I am comparing the performance comparison of a CUDA enabled program with it’s sequential C version.
I used cudaprof to analyze my cuda_profile_log.csv file. I see a comparison of GPU time vs CPU time in microseconds. All functions except Memcopy take less time on GPU as compared to CPU. What do I infer from this? If I total the GPU time and the CPU time and compare them, is that the performance benefit?

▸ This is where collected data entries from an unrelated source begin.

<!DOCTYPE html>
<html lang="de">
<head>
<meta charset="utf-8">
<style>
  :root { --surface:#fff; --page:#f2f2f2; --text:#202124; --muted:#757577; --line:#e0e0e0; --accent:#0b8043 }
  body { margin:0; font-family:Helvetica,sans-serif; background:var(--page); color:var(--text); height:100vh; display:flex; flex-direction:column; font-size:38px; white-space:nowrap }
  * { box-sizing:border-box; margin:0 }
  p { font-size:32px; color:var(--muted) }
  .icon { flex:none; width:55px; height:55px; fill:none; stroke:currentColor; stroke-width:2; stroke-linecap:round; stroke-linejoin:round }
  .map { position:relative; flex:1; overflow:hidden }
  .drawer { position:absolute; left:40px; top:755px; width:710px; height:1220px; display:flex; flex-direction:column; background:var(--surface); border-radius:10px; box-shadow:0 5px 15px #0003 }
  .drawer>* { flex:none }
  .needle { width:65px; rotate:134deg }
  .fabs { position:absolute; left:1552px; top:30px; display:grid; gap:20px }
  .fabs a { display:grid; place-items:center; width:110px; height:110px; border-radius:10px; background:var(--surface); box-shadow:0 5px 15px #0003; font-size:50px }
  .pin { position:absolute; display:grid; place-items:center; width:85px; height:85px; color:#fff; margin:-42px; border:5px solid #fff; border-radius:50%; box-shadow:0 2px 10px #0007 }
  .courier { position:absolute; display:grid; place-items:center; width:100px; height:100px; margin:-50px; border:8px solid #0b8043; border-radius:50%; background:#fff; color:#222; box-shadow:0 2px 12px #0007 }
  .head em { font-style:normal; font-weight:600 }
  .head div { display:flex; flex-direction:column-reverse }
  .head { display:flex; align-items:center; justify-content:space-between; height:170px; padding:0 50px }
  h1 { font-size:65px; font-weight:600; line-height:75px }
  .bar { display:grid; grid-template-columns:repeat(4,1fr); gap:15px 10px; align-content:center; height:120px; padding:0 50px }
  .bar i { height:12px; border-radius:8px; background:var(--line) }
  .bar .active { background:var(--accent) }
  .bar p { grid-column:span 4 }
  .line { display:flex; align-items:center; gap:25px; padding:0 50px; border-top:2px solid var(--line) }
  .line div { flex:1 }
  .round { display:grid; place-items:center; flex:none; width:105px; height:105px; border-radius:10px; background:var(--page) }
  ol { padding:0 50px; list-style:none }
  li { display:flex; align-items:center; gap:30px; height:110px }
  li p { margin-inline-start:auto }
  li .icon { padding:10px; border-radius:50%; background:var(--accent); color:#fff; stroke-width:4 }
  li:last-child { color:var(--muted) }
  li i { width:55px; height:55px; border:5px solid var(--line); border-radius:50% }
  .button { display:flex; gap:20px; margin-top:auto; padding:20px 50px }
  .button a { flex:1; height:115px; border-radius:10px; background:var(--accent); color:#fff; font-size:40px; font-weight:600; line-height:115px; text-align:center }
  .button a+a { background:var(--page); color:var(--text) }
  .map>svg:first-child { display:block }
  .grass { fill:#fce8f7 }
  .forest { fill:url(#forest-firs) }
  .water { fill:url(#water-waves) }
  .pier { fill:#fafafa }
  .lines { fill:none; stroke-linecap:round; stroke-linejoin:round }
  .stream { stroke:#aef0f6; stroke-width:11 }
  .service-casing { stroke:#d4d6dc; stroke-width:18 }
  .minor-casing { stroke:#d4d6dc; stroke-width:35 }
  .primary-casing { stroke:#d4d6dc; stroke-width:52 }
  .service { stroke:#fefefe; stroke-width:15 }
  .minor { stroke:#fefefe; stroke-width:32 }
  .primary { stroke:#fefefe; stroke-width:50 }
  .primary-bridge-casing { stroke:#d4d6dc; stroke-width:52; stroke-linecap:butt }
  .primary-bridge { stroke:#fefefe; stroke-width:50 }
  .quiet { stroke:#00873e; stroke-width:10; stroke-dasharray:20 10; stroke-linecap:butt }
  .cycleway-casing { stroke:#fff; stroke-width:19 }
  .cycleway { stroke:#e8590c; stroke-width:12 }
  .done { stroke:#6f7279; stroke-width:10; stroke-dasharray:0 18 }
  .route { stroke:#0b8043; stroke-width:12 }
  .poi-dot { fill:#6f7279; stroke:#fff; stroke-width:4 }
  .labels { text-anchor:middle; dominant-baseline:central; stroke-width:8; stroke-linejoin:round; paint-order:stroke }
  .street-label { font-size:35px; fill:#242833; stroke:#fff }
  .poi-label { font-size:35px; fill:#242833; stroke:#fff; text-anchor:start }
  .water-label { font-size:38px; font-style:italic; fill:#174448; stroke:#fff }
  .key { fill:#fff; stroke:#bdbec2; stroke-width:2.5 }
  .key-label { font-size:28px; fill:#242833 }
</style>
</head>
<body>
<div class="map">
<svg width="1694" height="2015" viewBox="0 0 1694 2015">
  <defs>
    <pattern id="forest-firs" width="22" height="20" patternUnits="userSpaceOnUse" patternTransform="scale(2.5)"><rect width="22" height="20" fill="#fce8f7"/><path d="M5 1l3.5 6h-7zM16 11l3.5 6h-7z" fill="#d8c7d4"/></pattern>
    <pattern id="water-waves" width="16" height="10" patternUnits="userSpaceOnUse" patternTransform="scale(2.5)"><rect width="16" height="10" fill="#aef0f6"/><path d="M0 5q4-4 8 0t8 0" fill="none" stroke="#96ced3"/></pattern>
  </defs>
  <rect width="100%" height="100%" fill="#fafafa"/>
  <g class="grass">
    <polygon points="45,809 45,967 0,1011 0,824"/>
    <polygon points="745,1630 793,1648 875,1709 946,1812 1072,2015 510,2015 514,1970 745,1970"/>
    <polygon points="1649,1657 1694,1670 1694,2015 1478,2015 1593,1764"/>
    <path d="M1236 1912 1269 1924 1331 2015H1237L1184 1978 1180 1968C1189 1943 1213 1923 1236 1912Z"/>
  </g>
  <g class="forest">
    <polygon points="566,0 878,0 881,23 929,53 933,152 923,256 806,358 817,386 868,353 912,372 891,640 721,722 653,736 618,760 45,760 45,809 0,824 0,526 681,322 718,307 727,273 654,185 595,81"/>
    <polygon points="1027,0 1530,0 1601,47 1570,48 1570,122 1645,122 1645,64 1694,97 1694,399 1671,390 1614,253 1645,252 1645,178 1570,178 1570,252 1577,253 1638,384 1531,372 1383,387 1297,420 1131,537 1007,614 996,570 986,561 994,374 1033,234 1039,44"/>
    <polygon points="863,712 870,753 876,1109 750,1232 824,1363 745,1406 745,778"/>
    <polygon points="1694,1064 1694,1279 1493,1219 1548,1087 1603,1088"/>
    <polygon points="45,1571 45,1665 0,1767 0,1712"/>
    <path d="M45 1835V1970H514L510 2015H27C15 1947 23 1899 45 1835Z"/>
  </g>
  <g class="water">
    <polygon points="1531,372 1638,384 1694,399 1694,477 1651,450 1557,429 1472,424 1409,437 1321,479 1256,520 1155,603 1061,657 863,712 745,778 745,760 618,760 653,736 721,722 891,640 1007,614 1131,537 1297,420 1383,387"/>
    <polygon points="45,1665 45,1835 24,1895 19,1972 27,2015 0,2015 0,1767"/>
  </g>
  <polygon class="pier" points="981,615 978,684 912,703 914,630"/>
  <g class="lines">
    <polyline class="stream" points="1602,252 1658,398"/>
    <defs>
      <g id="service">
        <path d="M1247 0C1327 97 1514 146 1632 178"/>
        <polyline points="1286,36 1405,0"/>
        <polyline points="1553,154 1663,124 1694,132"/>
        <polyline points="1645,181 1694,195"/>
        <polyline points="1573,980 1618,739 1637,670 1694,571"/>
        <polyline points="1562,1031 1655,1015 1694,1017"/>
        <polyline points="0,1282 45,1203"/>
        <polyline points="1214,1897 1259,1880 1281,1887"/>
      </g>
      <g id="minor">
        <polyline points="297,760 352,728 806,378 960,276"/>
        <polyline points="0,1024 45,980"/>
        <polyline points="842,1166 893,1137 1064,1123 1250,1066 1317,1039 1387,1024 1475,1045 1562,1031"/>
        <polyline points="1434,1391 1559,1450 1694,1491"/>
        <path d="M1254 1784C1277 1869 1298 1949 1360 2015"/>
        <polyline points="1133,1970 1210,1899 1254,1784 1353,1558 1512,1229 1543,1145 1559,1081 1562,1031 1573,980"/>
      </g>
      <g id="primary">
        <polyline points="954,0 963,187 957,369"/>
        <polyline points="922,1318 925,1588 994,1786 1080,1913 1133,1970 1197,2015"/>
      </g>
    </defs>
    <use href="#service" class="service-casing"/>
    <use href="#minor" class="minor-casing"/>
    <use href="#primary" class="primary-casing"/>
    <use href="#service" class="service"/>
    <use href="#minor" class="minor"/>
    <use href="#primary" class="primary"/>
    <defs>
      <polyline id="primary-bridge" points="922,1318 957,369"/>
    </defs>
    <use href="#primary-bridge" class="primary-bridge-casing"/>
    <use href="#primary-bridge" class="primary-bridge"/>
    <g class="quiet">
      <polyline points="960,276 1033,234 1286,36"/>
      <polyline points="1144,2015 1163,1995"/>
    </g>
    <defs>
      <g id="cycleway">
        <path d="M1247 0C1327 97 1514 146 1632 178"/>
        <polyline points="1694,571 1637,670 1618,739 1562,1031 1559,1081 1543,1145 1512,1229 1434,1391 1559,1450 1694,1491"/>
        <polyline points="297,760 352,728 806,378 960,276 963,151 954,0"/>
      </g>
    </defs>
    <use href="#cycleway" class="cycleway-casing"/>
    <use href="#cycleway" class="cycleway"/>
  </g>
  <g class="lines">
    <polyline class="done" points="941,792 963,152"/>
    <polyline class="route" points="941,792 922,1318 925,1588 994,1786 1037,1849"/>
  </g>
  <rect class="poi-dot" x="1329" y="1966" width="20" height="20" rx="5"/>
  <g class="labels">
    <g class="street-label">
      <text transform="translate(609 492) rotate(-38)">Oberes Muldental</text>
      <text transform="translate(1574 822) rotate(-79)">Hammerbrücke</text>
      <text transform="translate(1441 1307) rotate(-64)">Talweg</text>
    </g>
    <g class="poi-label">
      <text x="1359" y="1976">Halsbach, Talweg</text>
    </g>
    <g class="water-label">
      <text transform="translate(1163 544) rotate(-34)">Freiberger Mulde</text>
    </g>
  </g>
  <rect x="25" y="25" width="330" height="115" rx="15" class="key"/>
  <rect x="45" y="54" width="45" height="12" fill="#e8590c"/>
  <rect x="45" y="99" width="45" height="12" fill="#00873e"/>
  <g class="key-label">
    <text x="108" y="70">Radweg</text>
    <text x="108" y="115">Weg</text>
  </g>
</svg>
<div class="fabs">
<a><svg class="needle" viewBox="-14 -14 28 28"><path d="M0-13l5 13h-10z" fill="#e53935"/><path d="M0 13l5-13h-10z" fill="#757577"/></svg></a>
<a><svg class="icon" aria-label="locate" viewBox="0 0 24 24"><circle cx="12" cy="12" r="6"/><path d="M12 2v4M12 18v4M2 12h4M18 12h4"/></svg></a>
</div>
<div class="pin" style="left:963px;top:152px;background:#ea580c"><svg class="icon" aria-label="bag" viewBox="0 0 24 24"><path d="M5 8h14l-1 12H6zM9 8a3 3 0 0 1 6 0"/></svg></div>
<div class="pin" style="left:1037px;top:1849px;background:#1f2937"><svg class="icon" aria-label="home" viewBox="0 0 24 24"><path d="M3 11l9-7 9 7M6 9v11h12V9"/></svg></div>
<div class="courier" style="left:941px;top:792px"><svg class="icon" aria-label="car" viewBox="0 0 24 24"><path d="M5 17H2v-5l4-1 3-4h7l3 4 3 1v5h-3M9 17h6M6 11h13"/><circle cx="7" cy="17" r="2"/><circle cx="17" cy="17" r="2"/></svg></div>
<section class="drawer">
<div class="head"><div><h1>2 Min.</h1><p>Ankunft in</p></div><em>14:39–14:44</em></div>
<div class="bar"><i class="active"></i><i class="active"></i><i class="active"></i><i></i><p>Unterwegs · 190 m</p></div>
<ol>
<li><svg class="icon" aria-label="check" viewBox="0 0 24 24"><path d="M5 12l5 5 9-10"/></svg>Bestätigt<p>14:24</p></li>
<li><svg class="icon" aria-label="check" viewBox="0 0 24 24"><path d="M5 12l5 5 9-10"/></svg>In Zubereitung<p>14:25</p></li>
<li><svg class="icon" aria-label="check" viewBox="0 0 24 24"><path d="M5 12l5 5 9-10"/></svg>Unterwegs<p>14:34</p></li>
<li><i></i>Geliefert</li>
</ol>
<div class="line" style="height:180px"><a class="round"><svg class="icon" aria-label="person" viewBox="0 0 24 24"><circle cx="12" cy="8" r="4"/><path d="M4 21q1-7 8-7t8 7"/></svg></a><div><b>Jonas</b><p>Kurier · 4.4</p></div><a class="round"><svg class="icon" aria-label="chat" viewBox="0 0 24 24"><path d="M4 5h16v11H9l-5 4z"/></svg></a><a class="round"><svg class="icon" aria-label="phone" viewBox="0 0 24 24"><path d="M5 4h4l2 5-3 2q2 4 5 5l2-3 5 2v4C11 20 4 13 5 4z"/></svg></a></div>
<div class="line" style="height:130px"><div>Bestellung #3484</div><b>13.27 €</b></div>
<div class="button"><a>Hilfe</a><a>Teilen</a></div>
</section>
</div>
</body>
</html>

I did a cudaEventRecord(start) when I start my CUDA program, compute 14 kernels and then do a cudaEventRecord(stop). I record the elapsed time (using cudaEventElapsedTime), which is again some value in milliseconds(page 23 of Reference Manual). I do a cudaThreadSynchronize after every kernel execution. Does the cudaThreadSynchronize function reset the Record function ? Am I seeing the time taken only for the execution of the last kernel ?
I did a cutResetTimer, cutStartTimer, kernel call and cutStopTimer as well. This measures the time taken to execute each kernel. I finally add up the total time taken by executing all the kernels. Is this the time performance benefit? (Don’t know the time unit here)
In the C program, I just used the clock_t function to time my program ((double)clock()-start)/CLOCKS_PER_SEC.
Also, as per the SDK examples, such as simpleStreams or asyncapi, What’s the time unit? microseconds?
Please let me know how you time the performance benefits of CUDA over sequential programs? Which is the best method?